◆ THE TASK ◆
Every line of the material below that holds the string "icon" should be copied.

##### EXERCISE DATA #####

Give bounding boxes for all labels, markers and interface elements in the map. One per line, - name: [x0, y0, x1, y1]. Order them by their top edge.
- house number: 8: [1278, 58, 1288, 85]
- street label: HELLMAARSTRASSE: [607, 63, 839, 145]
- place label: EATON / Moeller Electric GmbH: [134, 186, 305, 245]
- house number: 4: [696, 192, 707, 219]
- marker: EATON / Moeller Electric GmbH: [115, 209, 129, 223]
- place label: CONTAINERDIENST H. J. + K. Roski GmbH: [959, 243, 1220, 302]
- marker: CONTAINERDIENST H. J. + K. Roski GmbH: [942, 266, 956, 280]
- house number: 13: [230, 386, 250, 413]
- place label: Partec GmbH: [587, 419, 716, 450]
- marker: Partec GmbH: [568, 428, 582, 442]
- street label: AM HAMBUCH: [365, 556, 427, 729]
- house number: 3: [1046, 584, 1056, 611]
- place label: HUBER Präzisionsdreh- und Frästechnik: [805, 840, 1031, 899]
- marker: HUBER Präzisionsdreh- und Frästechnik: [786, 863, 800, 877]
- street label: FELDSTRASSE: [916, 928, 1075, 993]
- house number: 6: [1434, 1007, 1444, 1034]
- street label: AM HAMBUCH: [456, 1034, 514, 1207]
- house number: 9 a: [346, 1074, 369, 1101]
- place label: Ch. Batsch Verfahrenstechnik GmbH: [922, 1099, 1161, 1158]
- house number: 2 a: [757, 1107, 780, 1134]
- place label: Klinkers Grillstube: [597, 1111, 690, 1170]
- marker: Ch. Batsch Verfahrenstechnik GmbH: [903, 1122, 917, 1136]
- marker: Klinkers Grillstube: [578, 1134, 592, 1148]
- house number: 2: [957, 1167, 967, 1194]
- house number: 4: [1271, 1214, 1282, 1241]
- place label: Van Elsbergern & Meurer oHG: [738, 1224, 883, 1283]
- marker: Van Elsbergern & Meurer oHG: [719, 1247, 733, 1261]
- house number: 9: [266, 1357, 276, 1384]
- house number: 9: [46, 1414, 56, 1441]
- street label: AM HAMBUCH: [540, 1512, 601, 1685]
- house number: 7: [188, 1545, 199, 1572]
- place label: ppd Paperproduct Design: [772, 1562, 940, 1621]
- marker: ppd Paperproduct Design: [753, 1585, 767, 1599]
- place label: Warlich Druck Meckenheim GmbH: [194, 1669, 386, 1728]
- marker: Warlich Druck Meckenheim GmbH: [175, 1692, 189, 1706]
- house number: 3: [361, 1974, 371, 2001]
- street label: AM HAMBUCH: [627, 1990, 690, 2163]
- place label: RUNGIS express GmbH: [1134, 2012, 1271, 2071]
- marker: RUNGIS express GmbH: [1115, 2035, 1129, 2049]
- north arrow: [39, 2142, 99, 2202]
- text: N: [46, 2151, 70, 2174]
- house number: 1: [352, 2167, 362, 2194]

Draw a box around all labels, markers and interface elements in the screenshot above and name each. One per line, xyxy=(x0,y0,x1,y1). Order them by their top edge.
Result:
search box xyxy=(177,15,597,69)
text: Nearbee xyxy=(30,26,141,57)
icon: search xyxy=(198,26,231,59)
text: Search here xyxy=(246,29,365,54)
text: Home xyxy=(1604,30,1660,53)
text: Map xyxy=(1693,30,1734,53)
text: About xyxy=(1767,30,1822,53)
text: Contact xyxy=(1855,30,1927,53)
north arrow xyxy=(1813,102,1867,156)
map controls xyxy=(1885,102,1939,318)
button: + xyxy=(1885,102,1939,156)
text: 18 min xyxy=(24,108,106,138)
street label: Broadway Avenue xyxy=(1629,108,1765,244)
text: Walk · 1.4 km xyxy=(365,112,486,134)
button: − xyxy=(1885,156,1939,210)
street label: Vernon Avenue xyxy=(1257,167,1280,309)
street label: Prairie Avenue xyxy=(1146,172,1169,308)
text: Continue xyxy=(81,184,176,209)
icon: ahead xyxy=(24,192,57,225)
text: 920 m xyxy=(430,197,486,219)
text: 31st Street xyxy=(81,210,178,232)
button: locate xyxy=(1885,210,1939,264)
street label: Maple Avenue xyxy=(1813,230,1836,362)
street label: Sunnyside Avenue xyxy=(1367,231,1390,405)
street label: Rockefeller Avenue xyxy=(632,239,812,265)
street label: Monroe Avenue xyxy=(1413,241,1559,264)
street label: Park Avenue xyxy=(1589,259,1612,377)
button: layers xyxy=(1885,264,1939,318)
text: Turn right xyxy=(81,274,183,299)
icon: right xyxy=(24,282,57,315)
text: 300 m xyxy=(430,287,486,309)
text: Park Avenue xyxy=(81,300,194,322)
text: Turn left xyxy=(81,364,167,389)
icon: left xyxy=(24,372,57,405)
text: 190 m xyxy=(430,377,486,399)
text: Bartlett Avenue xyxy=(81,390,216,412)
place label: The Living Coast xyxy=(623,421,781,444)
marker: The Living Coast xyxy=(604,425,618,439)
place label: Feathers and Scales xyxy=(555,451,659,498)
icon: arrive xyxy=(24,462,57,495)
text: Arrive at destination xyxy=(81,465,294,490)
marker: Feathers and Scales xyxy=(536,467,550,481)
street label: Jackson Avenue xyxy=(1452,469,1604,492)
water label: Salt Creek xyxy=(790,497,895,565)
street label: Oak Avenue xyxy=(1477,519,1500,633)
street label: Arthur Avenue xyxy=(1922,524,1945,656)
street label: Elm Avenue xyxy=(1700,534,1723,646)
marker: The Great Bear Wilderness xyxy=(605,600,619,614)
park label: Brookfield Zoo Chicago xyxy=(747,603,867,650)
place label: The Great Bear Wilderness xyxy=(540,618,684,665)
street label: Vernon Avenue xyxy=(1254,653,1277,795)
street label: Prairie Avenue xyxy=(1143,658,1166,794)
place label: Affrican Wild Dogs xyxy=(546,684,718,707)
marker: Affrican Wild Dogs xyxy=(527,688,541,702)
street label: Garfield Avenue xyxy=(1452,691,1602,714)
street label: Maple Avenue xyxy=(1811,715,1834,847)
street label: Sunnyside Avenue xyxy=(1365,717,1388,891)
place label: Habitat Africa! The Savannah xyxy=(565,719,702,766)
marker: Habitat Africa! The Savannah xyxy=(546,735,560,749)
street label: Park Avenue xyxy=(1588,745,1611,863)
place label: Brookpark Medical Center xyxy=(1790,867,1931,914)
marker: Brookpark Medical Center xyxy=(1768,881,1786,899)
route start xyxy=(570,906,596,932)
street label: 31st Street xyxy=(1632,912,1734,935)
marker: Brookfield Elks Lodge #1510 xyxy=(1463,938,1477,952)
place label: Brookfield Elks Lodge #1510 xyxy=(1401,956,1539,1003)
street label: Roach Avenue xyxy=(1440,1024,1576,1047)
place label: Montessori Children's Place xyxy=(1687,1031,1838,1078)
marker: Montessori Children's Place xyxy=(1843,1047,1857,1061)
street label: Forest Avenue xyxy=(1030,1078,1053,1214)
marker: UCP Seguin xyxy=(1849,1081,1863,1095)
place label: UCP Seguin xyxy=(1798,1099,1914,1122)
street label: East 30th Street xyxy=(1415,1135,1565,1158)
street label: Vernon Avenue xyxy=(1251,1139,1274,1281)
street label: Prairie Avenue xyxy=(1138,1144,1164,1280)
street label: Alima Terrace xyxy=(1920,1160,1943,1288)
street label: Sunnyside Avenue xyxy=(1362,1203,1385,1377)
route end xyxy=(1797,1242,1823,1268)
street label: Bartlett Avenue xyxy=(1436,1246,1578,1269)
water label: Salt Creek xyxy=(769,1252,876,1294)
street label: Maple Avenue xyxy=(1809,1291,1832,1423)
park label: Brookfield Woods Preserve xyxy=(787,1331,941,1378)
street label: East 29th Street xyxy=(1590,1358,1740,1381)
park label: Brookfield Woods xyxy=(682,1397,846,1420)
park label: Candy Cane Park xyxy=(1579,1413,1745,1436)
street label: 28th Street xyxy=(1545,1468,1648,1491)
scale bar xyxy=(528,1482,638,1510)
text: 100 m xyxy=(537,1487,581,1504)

#####

◆ RESPONSE AREA ◆
icon: search xyxy=(198,26,231,59)
icon: ahead xyxy=(24,192,57,225)
icon: right xyxy=(24,282,57,315)
icon: left xyxy=(24,372,57,405)
icon: arrive xyxy=(24,462,57,495)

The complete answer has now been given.